THIS OPINION HAS NO PRECEDENTIAL VALUE. IT SHOULD NOT BE CITED OR RELIED ON AS PRECEDENT IN ANY PROCEEDING EXCEPT AS PROVIDED BY RULE 239(d)(2), SCACR.
THE STATE OF SOUTH CAROLINA
In The Court of Appeals
Leatherwood, Walker Todd & Mann, P.C., Respondent,
Denis O’Connor, BBT Financial Services Limited, and Mont Clava Limited, Defendants,
Of Whom BBT Financial Services Limited, Third Party Plaintiff, and Denis O’Connor are Appellants,
James L. Rogers, Jr., Respondent.
Appeal From Greenville County
Edward W. Miller, Circuit Court Judge
Unpublished Opinion No.
Heard January 12, 2005 – Filed January 31, 2005
Desa A. Ballard, of West Columbia, for Appellants.
William A. Coates and Carroll H. Roe, Jr., of Greenville, for Respondents.
PER CURIAM: Denis O’Connor and BBT Financial Services Limited (“BBT”) appeal from a protective order limiting Appellants’ discovery requests to the time period Leatherwood, Walker, Todd & Mann, P.C. (“Leatherwood”) represented the Appellants. We dismiss.
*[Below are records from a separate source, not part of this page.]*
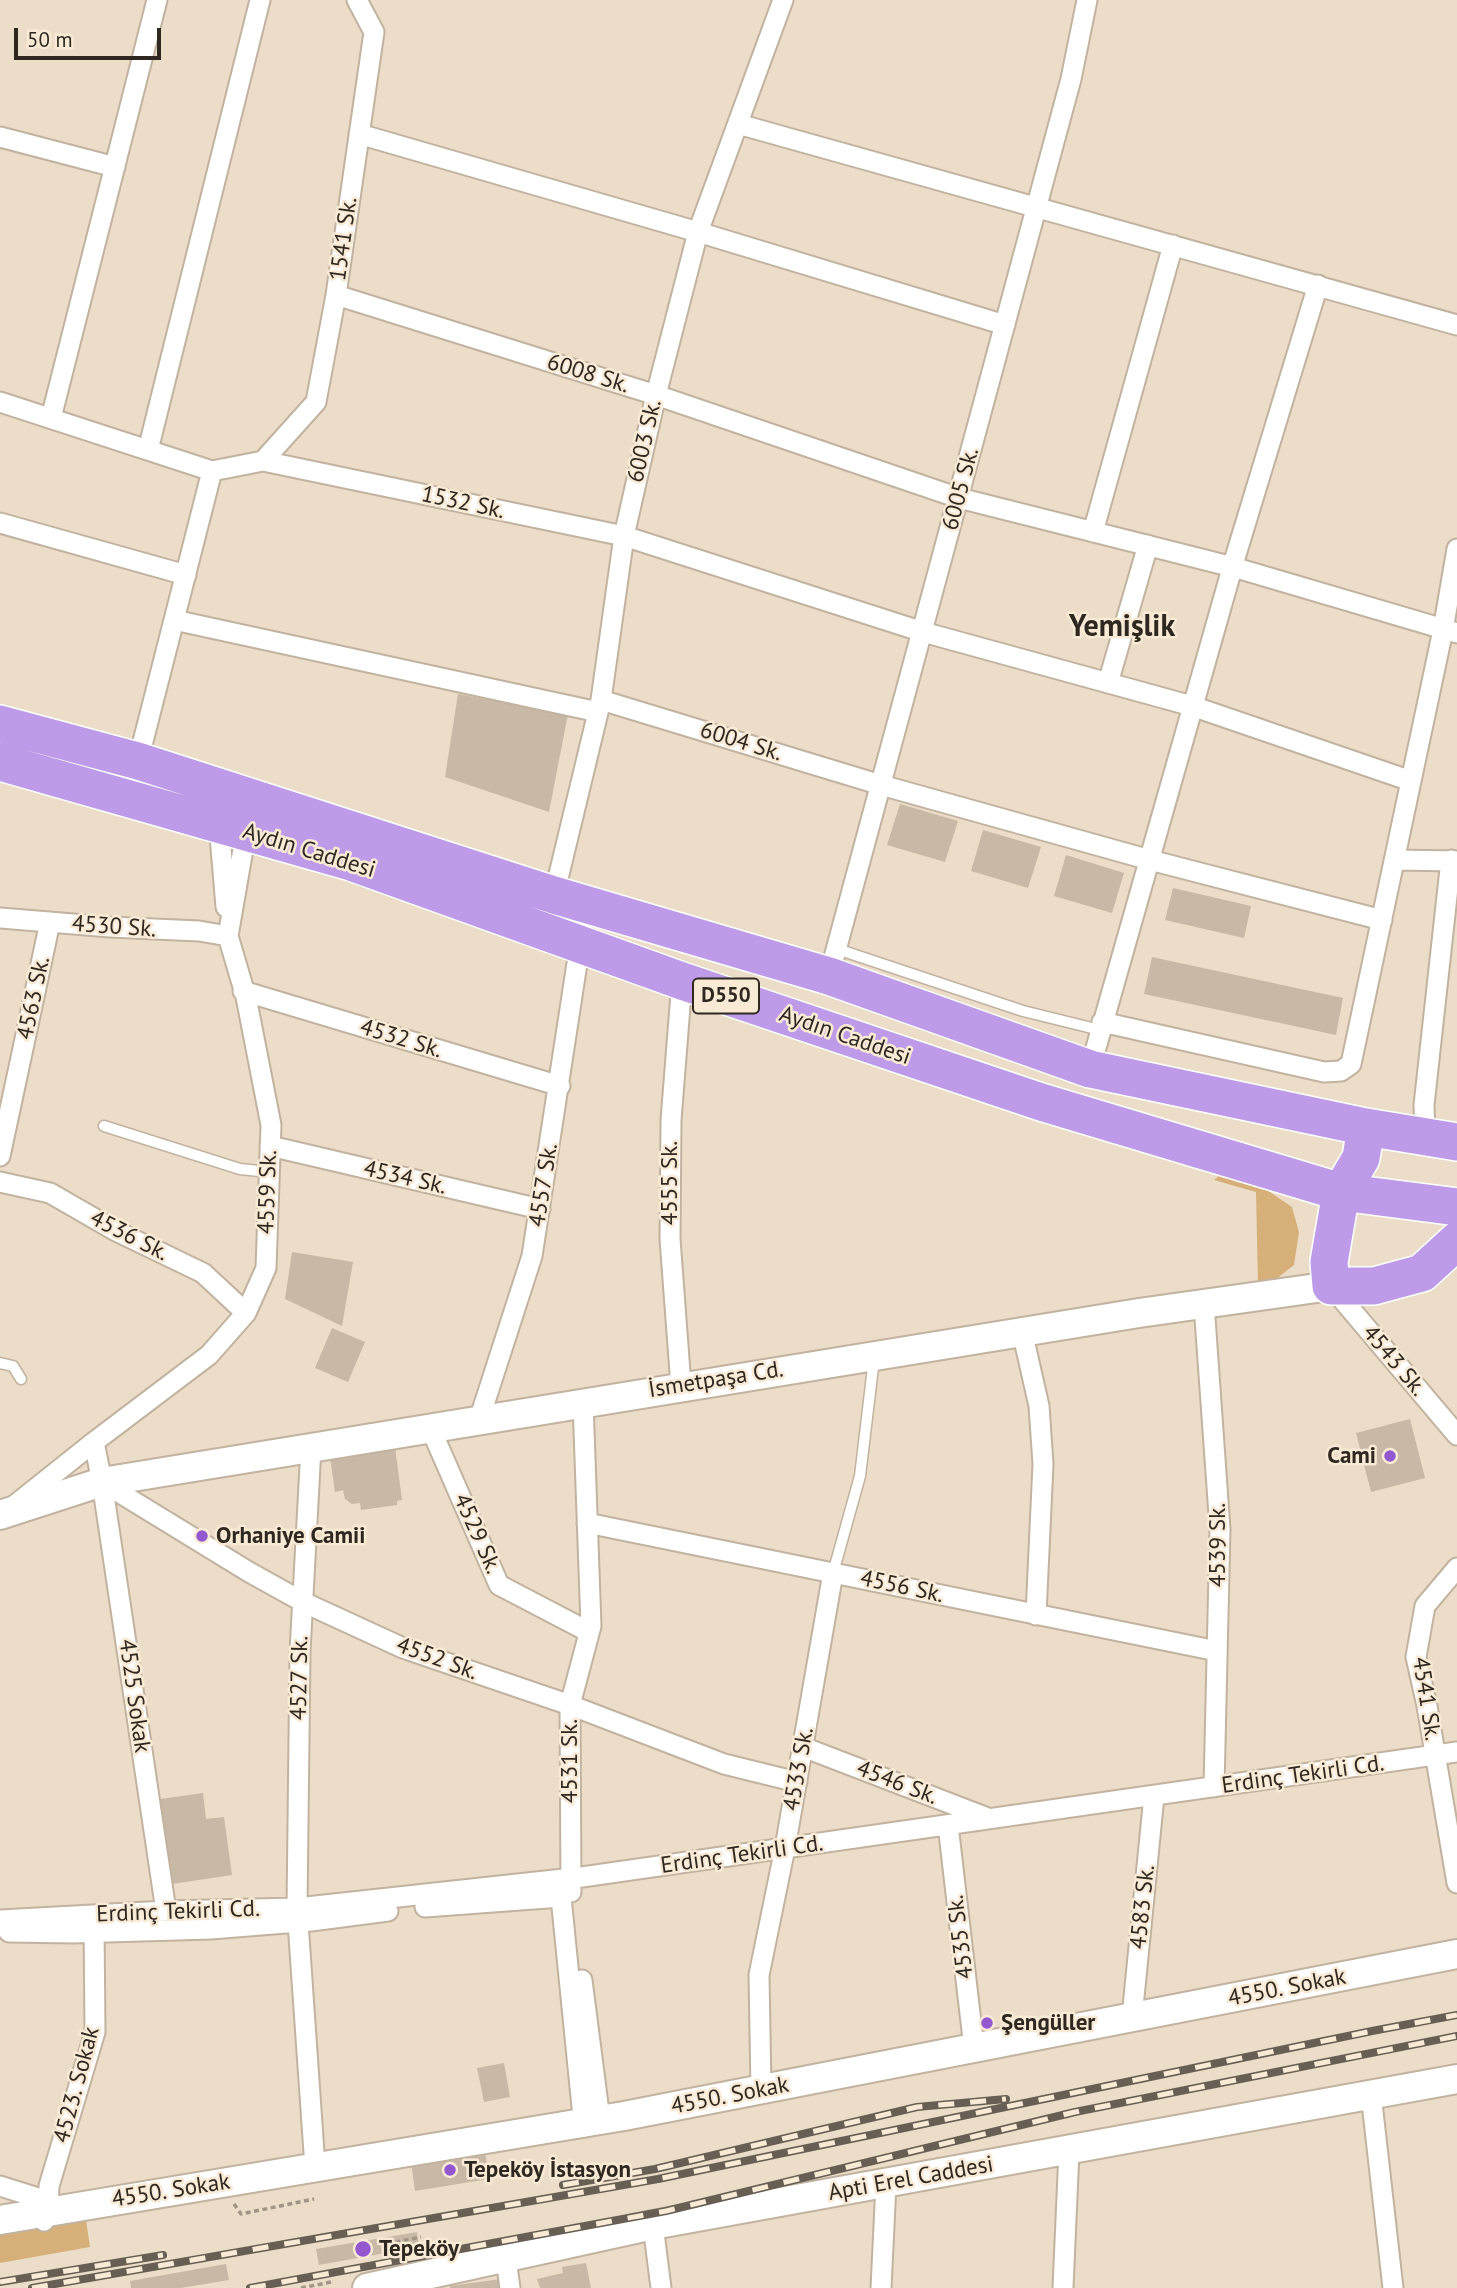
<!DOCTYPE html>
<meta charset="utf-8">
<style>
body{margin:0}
#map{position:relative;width:1457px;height:2288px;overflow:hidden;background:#ecddc9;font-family:"PT Sans",sans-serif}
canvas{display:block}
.scale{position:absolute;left:14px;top:28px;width:147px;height:32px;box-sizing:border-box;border:4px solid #2e2821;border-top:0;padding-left:9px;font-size:21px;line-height:24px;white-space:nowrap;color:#2e2821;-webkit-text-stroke:5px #f9ead6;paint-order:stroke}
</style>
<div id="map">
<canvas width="1457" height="2288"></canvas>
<div class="scale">50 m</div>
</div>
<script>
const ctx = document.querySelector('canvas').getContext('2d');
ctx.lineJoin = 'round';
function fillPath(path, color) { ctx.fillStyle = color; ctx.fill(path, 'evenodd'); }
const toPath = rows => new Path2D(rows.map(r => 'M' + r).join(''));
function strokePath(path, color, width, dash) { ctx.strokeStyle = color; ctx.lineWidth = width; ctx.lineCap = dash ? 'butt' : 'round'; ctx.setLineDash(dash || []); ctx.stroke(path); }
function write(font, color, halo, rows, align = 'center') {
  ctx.font = font + ' "PT Sans",sans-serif'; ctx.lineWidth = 5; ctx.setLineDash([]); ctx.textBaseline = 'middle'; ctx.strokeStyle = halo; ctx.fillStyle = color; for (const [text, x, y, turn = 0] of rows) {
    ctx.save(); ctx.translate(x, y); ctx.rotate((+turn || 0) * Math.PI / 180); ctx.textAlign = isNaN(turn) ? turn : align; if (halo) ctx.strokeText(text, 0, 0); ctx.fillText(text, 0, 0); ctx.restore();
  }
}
const green = toPath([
 [1221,1174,1261,1186,1292,1207,1299,1232,1294,1265,1275,1280,1258,1284,1256,1192,1214,1180],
 [86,2220,90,2247,0,2263,0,2235]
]);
const building = toPath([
 [458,694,568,714,549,812,445,777],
 [900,804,958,821,945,862,887,845],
 [983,830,1041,847,1028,888,971,871],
 [1066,855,1124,873,1112,913,1054,896],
 [1173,888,1251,906,1244,938,1165,920],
 [1152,957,1343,998,1336,1035,1144,994],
 [292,1252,353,1262,342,1326,285,1299],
 [332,1328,365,1342,348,1382,315,1368],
 [1410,1419,1425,1478,1371,1492,1356,1433],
 [395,1447,402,1500,397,1501,397,1505,361,1510,360,1503,352,1504,345,1499,343,1490,335,1492,330,1457],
 [203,1793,206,1819,224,1817,232,1875,172,1884,160,1799],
 [504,2063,510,2097,484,2102,477,2068],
 [485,2150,489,2179,415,2191,411,2162],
 [417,2232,419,2247,319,2265,316,2249],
 [586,2263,591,2288,540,2288,537,2279,563,2273,562,2267],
 [226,2264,229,2280,181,2288,131,2288,130,2281],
 [500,2279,501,2288,450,2288,450,2286]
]);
const path = toPath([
 [234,2204,241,2214,314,2199],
 [387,2244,421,2237],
 [301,2288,331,2282]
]);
const lane = toPath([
 [837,949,1023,1011,1100,1030],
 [104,1126,240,1169,269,1172],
 [0,1363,13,1366,21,1379],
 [833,1573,860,1476,874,1359]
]);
const street = toPath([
 [738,124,1457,325],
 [359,134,698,232,1005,325],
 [0,137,115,167],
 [336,295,656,395,959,498,1233,567,1457,633],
 [0,402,212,471,263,461,624,536,923,632,1192,706,1411,781],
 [51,418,157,0],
 [148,450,260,0],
 [263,461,316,402,336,295,374,32,357,0],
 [0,523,186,575],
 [1093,532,1173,245],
 [174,620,598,712],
 [1108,683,1148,545],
 [601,700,881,785,1150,860,1382,920],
 [138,761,212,471],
 [219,824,226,907],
 [1394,860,1457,861],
 [554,895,601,700,624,536,656,395,698,232,783,0],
 [0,918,110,927,199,931,228,936],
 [829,976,1071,79,1087,0],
 [243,991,560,1086],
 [1102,1022,1324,1072,1341,1071,1351,1064,1443,630,1457,549],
 [1090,1069,1235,558,1318,285],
 [1425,1137,1424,1105,1451,860],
 [270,1146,540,1209],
 [0,1156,50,922],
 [0,1182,50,1193,116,1231,203,1273,246,1313],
 [1331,1286,1457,1435],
 [1204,1304,1220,1529,1214,1787],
 [1022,1331,1039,1406,1043,1464,1036,1615],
 [681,1386,670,1239,671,1120,682,981],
 [479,1420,532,1256,580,944],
 [430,1427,499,1585,589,1632],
 [94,1442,102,1482,166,1911],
 [311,1447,300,1652,297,1908,315,2167],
 [102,1482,249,1572,303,1602,403,1648,570,1705,724,1764,797,1782],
 [15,1505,94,1442,209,1355,246,1313,266,1268,271,1125,246,997,228,936,246,832],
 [587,1523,1217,1651],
 [1457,1568,1425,1606,1416,1657,1427,1706,1457,1883],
 [803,1747,988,1818],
 [948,1825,974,2048],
 [571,1892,570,1705,591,1626,583,1402],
 [425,1907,561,1897,584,2127,576,2128],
 [0,1920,166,1911,297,1908,582,1877,1457,1752],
 [9,1932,73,1933,211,1929,311,1921,388,1911],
 [582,1980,600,2120],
 [1132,2017,1154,1796],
 [761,2090,759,1975,785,1848,833,1573],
 [1371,2094,1393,2288],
 [0,2186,35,2197,44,2221],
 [48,2212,49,2186,95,2032,94,1922],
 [653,2225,661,2288],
 [506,2259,510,2288],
 [881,2288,886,2184],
 [1063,2288,1069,2151]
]);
const secondary = toPath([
 [0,1515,102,1482,1139,1313,1331,1286],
 [0,2220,624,2116,1457,1954],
 [367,2288,653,2225,1457,2079]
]);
const highway = toPath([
 [0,724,138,761,554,895,829,976,1090,1069,1366,1127,1457,1142],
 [0,762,351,862,682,981,1041,1102,1341,1192,1457,1207],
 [1366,1127,1361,1158,1341,1192,1329,1262,1331,1286,1374,1286,1422,1273,1457,1241]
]);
const rail = toPath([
 [563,2185,655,2169,917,2107,1006,2099],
 [0,2282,163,2255],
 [32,2288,658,2179,1372,2031,1457,2015],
 [250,2288,666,2211,1075,2112,1457,2036]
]);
const markers = [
 [1390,1456,7,"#9358cf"],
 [202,1536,7,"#9358cf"],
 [987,2023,7,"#9358cf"],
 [450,2170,7,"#9358cf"],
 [363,2249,9,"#9358cf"]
];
const shields = [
 [726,996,66]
];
const shieldNames = [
 ["D550",726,996]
];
const streetNames = [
 ["1541 Sk.",344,239,-82],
 ["6008 Sk.",588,374,17],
 ["6003 Sk.",645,441,-77],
 ["6005 Sk.",961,489,-75],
 ["1532 Sk.",463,503,12],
 ["6004 Sk.",741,742,17],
 ["Aydın Caddesi",309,851,17],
 ["4530 Sk.",114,927,4],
 ["4563 Sk.",34,998,-78],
 ["Aydın Caddesi",845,1036,19],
 ["4532 Sk.",401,1039,17],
 ["4534 Sk.",405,1178,13],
 ["4555 Sk.",670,1183,-90],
 ["4557 Sk.",544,1185,-81],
 ["4559 Sk.",268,1192,-88],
 ["4536 Sk.",129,1236,27],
 ["4543 Sk.",1394,1361,50],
 ["İsmetpaşa Cd.",716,1380,-9],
 ["4529 Sk.",477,1534,66],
 ["4539 Sk.",1218,1545,-90],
 ["4556 Sk.",902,1587,12],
 ["4552 Sk.",437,1659,20],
 ["4527 Sk.",300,1678,-89],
 ["4525 Sokak",134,1696,82],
 ["4541 Sk.",1426,1699,81],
 ["4531 Sk.",570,1761,-90],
 ["4533 Sk.",799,1769,-80],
 ["Erdinç Tekirli Cd.",1303,1775,-8],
 ["4546 Sk.",897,1783,21],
 ["Erdinç Tekirli Cd.",742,1855,-8],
 ["4583 Sk.",1143,1907,-84],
 ["Erdinç Tekirli Cd.",178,1912,-2],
 ["4535 Sk.",961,1937,-97],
 ["4550. Sokak",1287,1988,-11],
 ["4523. Sokak",77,2085,-75],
 ["4550. Sokak",730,2096,-11],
 ["Apti Erel Caddesi",911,2179,-10],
 ["4550. Sokak",171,2191,-9]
];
const poiNames = [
 ["Cami",1376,1456,"right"],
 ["Orhaniye Camii",216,1536],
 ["Şengüller",1001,2023],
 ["Tepeköy İstasyon",464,2170],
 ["Tepeköy",379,2249]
];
const districtNames = [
 ["Yemişlik",1122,627]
];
fillPath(green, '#d6b078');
fillPath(building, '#c7b9a5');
strokePath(lane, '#c1b39f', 13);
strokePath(street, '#c1b39f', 23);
strokePath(secondary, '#c1b39f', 32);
strokePath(highway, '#fff', 40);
strokePath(path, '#a19586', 3.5, [5, 3.5]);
strokePath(lane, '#fff', 10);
strokePath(street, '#fff', 19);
strokePath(secondary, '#fff', 28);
strokePath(highway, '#be9be8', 37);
strokePath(rail, '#685f54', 8);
strokePath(rail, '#f9ead6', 5, [16]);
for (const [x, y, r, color] of markers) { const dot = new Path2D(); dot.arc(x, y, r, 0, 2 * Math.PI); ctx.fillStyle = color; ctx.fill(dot); strokePath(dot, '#f9ead6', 2.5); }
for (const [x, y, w] of shields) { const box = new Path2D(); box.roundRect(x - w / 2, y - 17.5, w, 35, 5); ctx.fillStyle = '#f9ead6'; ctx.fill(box); strokePath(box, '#2e2821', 2); }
write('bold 21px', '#2e2821', null, shieldNames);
write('23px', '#2e2821', '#f9ead6', streetNames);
write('bold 23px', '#2e2821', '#f9ead6', poiNames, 'left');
write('bold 30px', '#2e2821', '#f9ead6', districtNames);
</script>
BBT’s owner, Denis O’Connor, hired Leatherwood to assist in its purchase of a textile mill from Greenwood Mills. However, the sale fell through and BBT sued Greenwood Mills in federal court. Eventually, the case settled and Leatherwood formally terminated its representation of O’Connor. Later, Leatherwood brought this action to collect attorney’s fees from O’Connor and BBT (Appellants). Appellants counterclaimed for conversion, legal malpractice, and breach of fiduciary duty, and brought a third party complaint against a specific Leatherwood attorney. Appellants’ claims concern the firm’s connection with a group of investors called Liberty Denim who eventually leased the mill from its new owner and received an option from the new owner to purchase a separate wastewater treatment facility. This appeal follows an order issued by the trial court limiting Appellants’ discovery from third parties to the time period when Leatherwood represented BBT.
Appellants claim the trial court erred by making factual conclusions that were unrelated and inappropriate to a protection motion, thereby quashing subpoenas seeking relevant information without proper legal justification and resulting in summary judgment as to Appellants’ counterclaims for malpractice and breach of fiduciary duty. However, an order denying or compelling discovery is not directly appealable because it is an intermediate or interlocutory decision not appealable before final judgment under section 14-3-330 of the South Carolina Code (1977). Ex Parte Whetstone, 289 S.C. 580, 580, 347 S.E.2d 881, 881 (1986).
ANDERSON, STILWELL, and SHORT, JJ., concur.